Gifted programs display two sides to the coin
By Daniel Gonzalez III
Miami Lakes Educational Center
Pinecrest Glades Elementary student Angelina Reyes, 9, remembers losing all her friends when she got into the gifted program.
“I didn’t have time to talk to them since I was always doing work,” she said. “My teacher became more strict. We used to have a lot of fun but now we have to study more. “
The gifted program aims to accommodate students who are naturally more advanced by providing them with curricula that are faster paced and more rigorous. However, the program is causing issues such as isolation, stigmatization and social anxieties for some students.
In Florida last year, the number of students enrolled in the gifted program in kindergarten through 12th grade was 176,457, only about six percent of approximately 2.8 million total students, according to the Florida Department of Education.
Although a small percentage, the impact is large.
Nathan Carlson, 11, a student at Beachside Montessori Village, didn’t score high enough to make it to the gifted program and said he felt frustrated about it.
“The gifted classes got to do more activities.
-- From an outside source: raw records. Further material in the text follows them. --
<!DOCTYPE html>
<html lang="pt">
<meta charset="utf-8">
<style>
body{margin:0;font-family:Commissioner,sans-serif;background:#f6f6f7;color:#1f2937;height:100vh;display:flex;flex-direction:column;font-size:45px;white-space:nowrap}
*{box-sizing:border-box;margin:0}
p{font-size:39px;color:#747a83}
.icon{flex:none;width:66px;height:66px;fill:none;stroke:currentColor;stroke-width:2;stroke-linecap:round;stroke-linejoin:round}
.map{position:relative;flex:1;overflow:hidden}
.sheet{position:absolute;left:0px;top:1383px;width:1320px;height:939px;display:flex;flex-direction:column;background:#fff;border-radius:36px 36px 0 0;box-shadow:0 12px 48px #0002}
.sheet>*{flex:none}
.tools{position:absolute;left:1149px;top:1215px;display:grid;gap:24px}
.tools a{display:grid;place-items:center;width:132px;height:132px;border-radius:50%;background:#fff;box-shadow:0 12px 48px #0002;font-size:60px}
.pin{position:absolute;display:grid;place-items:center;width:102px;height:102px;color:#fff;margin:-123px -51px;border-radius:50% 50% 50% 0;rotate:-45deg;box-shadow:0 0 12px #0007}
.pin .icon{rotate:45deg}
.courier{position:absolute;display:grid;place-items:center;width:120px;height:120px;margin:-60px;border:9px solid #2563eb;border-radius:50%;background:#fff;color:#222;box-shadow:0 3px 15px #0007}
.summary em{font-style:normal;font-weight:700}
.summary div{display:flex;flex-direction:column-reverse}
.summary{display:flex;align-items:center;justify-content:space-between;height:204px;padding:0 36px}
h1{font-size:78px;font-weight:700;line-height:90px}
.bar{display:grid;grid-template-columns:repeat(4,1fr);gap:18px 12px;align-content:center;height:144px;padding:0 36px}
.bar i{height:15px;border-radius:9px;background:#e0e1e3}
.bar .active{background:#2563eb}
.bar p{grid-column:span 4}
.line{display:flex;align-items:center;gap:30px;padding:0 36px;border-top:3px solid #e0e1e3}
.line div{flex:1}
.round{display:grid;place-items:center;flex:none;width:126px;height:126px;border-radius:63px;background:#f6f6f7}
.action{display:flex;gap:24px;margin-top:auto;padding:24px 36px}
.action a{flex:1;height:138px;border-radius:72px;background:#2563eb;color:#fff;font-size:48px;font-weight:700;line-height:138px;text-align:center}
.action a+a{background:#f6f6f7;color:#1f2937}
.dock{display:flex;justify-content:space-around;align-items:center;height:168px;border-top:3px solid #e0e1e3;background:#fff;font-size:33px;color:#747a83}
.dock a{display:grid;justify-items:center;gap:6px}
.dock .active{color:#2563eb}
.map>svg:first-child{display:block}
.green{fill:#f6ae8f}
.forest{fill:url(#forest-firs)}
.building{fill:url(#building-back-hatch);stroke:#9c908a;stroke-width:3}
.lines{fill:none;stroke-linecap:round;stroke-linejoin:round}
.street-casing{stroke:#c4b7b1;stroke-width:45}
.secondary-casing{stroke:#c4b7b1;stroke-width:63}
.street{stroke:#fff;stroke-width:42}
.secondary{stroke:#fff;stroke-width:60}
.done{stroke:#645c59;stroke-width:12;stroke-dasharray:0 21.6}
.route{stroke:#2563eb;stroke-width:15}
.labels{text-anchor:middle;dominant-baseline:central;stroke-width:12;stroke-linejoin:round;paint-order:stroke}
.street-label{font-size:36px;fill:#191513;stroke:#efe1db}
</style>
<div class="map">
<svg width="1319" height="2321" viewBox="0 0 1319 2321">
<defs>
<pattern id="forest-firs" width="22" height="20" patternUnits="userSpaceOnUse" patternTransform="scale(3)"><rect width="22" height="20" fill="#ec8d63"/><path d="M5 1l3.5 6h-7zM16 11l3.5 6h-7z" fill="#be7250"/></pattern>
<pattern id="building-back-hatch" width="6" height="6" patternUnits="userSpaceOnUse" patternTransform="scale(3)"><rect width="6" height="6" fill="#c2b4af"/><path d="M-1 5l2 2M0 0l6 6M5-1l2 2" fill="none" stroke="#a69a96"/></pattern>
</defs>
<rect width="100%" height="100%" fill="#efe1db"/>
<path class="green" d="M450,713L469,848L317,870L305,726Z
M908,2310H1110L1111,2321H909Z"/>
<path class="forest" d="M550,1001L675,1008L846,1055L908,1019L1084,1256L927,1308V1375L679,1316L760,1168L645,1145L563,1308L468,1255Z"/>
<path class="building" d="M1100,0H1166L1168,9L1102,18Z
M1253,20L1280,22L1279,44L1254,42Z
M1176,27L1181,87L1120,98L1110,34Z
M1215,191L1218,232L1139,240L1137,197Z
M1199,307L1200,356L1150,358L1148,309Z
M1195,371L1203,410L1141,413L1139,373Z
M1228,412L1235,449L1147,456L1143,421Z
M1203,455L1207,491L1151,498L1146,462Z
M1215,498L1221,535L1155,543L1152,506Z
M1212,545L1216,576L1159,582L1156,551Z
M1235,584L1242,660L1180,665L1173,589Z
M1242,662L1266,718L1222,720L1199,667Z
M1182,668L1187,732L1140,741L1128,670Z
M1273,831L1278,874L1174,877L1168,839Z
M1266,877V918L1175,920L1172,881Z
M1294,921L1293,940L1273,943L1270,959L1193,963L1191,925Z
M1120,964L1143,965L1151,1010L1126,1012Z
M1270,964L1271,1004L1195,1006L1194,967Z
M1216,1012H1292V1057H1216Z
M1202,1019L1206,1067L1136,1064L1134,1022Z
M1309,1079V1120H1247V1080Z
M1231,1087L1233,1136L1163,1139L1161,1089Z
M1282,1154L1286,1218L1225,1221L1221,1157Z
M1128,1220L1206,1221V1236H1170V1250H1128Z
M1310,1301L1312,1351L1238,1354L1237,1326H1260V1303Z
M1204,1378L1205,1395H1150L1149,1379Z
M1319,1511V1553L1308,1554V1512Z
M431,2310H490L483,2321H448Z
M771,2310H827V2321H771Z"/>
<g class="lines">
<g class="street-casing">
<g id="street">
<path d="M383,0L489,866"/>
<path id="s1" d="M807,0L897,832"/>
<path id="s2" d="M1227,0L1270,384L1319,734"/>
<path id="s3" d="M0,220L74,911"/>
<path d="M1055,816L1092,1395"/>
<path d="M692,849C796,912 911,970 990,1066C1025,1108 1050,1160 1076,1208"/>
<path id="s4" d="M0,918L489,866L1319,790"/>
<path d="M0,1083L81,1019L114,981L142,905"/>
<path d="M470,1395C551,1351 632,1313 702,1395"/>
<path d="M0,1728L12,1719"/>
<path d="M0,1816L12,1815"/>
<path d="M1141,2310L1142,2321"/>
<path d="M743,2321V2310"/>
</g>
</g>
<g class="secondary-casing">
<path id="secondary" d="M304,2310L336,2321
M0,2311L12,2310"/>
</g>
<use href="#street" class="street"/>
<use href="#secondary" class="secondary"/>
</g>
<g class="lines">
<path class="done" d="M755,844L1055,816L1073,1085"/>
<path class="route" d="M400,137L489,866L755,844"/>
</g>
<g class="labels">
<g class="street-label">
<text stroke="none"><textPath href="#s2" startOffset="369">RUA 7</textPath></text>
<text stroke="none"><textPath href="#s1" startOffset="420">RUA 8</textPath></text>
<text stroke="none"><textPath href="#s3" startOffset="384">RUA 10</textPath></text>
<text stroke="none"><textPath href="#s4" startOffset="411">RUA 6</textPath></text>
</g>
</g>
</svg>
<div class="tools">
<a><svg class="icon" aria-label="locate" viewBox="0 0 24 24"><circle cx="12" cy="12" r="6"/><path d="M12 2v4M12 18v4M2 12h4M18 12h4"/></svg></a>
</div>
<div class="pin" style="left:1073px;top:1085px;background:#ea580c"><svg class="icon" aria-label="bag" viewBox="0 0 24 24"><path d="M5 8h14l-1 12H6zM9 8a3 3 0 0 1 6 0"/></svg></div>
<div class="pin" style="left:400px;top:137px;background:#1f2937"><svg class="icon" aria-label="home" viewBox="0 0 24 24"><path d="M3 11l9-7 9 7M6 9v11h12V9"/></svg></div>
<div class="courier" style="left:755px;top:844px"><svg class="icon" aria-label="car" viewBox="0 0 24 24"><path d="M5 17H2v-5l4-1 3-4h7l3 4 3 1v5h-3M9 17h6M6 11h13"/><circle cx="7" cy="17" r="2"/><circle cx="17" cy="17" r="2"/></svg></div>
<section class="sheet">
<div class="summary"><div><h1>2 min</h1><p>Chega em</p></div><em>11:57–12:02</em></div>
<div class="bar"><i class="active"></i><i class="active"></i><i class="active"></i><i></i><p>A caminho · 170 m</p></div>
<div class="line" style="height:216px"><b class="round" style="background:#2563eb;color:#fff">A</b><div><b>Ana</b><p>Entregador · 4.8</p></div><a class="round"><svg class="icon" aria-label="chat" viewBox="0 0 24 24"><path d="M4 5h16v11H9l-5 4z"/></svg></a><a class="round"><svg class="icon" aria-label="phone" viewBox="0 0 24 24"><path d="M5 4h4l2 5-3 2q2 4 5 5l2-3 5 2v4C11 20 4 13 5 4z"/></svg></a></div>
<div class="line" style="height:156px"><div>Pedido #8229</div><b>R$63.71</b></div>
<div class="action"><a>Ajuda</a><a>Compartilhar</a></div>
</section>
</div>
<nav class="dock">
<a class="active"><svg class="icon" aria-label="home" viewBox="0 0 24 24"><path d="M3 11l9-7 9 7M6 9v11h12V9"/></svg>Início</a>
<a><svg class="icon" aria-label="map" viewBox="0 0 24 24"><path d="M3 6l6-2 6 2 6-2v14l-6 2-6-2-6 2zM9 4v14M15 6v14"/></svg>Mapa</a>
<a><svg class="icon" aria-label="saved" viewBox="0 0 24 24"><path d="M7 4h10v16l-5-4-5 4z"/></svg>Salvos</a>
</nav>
They also worked faster and got done faster, leaving more free time at the end of the year. I didn’t get to do that because I was in the regular class,” he said.
His mom, Lillie Carlson, who is a fourth- and fifth-grade substitute teacher at Nathan’s school, agreed that the gifted students had more opportunities outside the classroom.
“The gifted classes get to go to a special chess class and a student Apple convention. They have more elaborate projects and present (those projects) to the regular classes,” Carlson said.
“The non-gifted kids would then complain and ask how come they don’t get to go and why they couldn’t do those projects. It’s honestly very unfair.”
Creating balance in a diverse student body can be difficult, said Manuel Sanchez III, principal of Barbara Goleman High School.
“You have to strategize the way you go about things,” Sanchez said. “Ensuring you reward and recognize students without making other students feel separated or left out is very important.”
In Florida, giftedness is included under the Exceptional Student Education plan (ESE). The Florida Department of Education describes “exceptional students” to include children who are gifted and children who have disabilities.
Testing requirements in Florida varies depending on the district. In general, a score of 130 or higher on an IQ test is necessary, although other factors such as language barriers, family income and standardized test scores are also considered.
A gifted distinction is meant to help students who need harder challenges, but it may disadvantage the other students, said education specialist Katie Bory.
“Students being made aware that they did not get into the gifted program definitely has a negative effect,” Bory said. “It hurts their confidence as well as their self-esteem.”
“Everybody knew who the gifted kids were,” says Sofia Palomino, a freshman at Miami Lakes Educational Center who did not make it into the gifted program. “The gifted students were given more attention than the regular kids and it was obvious.”
Sometimes, a gifted label can bring with it extra pressure.
Angelina Reyes’s mother, Laritza Reyes, said her daughter struggled in the beginning of the transition from regular second grade to gifted third grade.
“Her first nine-week progress reports she had Bs and Cs and I was confused because those weren’t grades she used to get,” Reyes said.
After Reyes and her daughter met with the teacher, they realized Angelina had been holding back.
“She was hiding her struggle from the new harder work in fear she would get put back in regular,” Reyes said.
Keeping kids separated by intellectual abilities might hinder their social skills, Bory said.
“They are so focused on academics they forget they are children,” she said.
Some gifted students might not be getting any benefits at all, according to a study conducted at Michigan State University in 2013. It examined 14,000 fifth-graders and focused on the students who fell on the margin with scores qualifying or not qualifying by only a few points.
The gifted students who barely got in showed no improvement over the regular students in standardized tests.
It’s important that every student is given an equal opportunity to succeed, Sanchez said.
“All students should have access to achieve what they want to achieve,” he said.
And some students access those opportunities on their own, regardless of being in the gifted program or not.
“I would not want to be put into the gifted program,” Palomino said. “Not being in it showed me that it’s not really about the course but about how much you want to achieve.”